▸ **What to produce**:
A faithful copy of the whole listing is required, with nothing left out.
====== Data shown
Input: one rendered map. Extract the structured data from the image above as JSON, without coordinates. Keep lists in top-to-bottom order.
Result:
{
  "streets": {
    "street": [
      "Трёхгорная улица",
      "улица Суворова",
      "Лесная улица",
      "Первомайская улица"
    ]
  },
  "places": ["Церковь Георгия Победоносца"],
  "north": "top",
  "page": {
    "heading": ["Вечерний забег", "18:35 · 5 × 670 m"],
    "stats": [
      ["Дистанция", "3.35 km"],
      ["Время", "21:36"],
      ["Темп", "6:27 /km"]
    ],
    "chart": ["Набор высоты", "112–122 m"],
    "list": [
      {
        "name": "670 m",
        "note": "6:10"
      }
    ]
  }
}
============
▸ **Response to the task**:
Input: one rendered map. Extract the structured data from the image above as JSON, without coordinates. Keep lists in top-to-bottom order.
Result:
{
  "streets": {
    "street": [
      "Трёхгорная улица",
      "улица Суворова",
      "Лесная улица",
      "Первомайская улица"
    ]
  },
  "places": ["Церковь Георгия Победоносца"],
  "north": "top",
  "page": {
    "heading": ["Вечерний забег", "18:35 · 5 × 670 m"],
    "stats": [
      ["Дистанция", "3.35 km"],
      ["Время", "21:36"],
      ["Темп", "6:27 /km"]
    ],
    "chart": ["Набор высоты", "112–122 m"],
    "list": [
      {
        "name": "670 m",
        "note": "6:10"
      }
    ]
  }
}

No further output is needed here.